Light-Speed Trading

How Algorithms are Turning the Investment Industry on its Head

Graphic Jayde Norström

Securities trading has always been about technology, but now it’s becoming far less about people.

Using algorithms and powerful servers to make the fastest trade decisions possible, high-frequency trading has become an essential tool for the power-player investment firms—with Forbes reporting in September that 50 to 70 per cent of trades made in world markets are HFTs.

It’s changing the investment business, but the jury’s still out on whether it’s for better or for worse.

The proliferation of computer-based trading doesn’t come as a surprise. It’s existed in some form or another for more than a decade, and follows a trend seen in many industries—computers taking jobs once held by people.

What regulators are now faced with is the question of how fast is too fast—whether there is a point where this rapid trading can cause real damage to the financial system.

HFT encompasses not just one strategy, but rather the usage of a variety of technological approaches to make quick trades before a human investor can even process the data.

This includes using algorithms to make snap sales based on new information less than a second after markets open, and buying stock for a penny more than other bidders and then quickly selling it again for a higher value that is still less than the seller’s asking price.

HFTs can even automatically bid a slightly higher price than human traders instantaneously after discovering the competition.

HFTs also means physical changes to trading, like having private servers on the market floor for the lowest possible latency when transferring data.

The use of HFTs has declined since its peak in 2009, after the New York Times reported in the previous year that HFTs had earned about $21 billion—before anyone outside of Wall Street knew even what they were. Since then, some investors have gotten wise to some of these HFT strategies.

But it really caught the attention of regulators after the 2010 Flash Crash, when the dropped by nearly 10 per cent and recovered in mere minutes.
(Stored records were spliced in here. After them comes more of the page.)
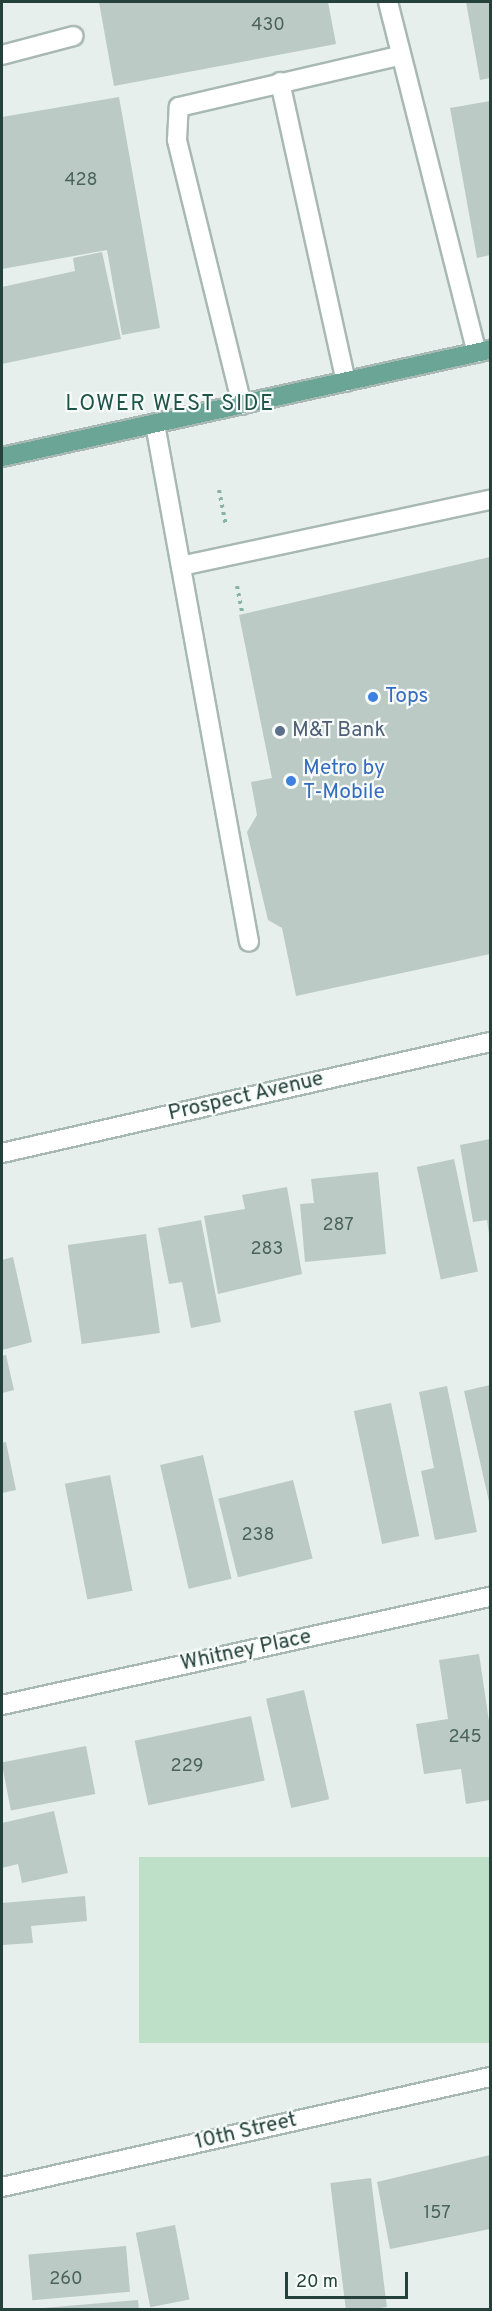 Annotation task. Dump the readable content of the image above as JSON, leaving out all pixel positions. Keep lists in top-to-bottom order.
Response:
{
  "streets": {
    "street": ["Prospect Avenue", "Whitney Place", "10th Street"]
  },
  "districts": ["LOWER WEST SIDE"],
  "places": ["Tops", "M&T Bank", "Metro by T-Mobile"],
  "house_numbers": [
    "430",
    "428",
    "287",
    "283",
    "238",
    "245",
    "229",
    "157",
    "260"
  ],
  "scale_bar": "20 m"
}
Once the algorithms noticed a drop due to bad human trading, they ceased activity—and their absence created a much larger dip in the index.
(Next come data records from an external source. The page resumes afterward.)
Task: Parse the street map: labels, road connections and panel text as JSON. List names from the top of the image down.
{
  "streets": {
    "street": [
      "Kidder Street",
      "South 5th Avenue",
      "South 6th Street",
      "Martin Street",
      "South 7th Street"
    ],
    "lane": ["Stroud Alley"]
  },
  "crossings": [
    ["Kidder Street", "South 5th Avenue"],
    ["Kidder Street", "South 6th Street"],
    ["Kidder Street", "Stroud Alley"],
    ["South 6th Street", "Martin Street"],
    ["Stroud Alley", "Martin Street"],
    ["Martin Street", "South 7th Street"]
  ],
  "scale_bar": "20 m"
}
The Investment Inventory Regulatory Organization of Canada will be releasing a report on the impact of HFTs next year.

HFTs have become the majority of the trades made in markets, but make up an even higher amount of the bids offered. Critics say this creates the illusion of high confidence in a stock, and increases the cost of trading due to the increased volume of messages transferred—between 90 and 95 of all quotes come from HFTs according to Forbes.

Proponents of HFTs argue that these tools reduce the difference between what the seller is asking for a stock and what bidders are offering (known as the “bid/ask spread”), which lowers the fees that go to traders to find a middle ground and thus indirectly means savings for the investors.

Jeffrey G. MacIntosh argues in the Financial Post that this offsets any increased costs of HFTs caused by flooding markets with stock quotes.

After the economic crash of 2008, HFTs were a way for big banks to start making large profits again. But it raises questions of the balance between fairness and efficiency, with large banks and investment firms able to pay for slightly faster information about the state of American markets, and paying a premium to have their servers share floorspace with market servers.

In this technological arms race, regulators are constantly playing catch-up. In the high-tech industry, innovation moves at light speed. And considering they’re only shy by a few milliseconds, soon the trades themselves may, too.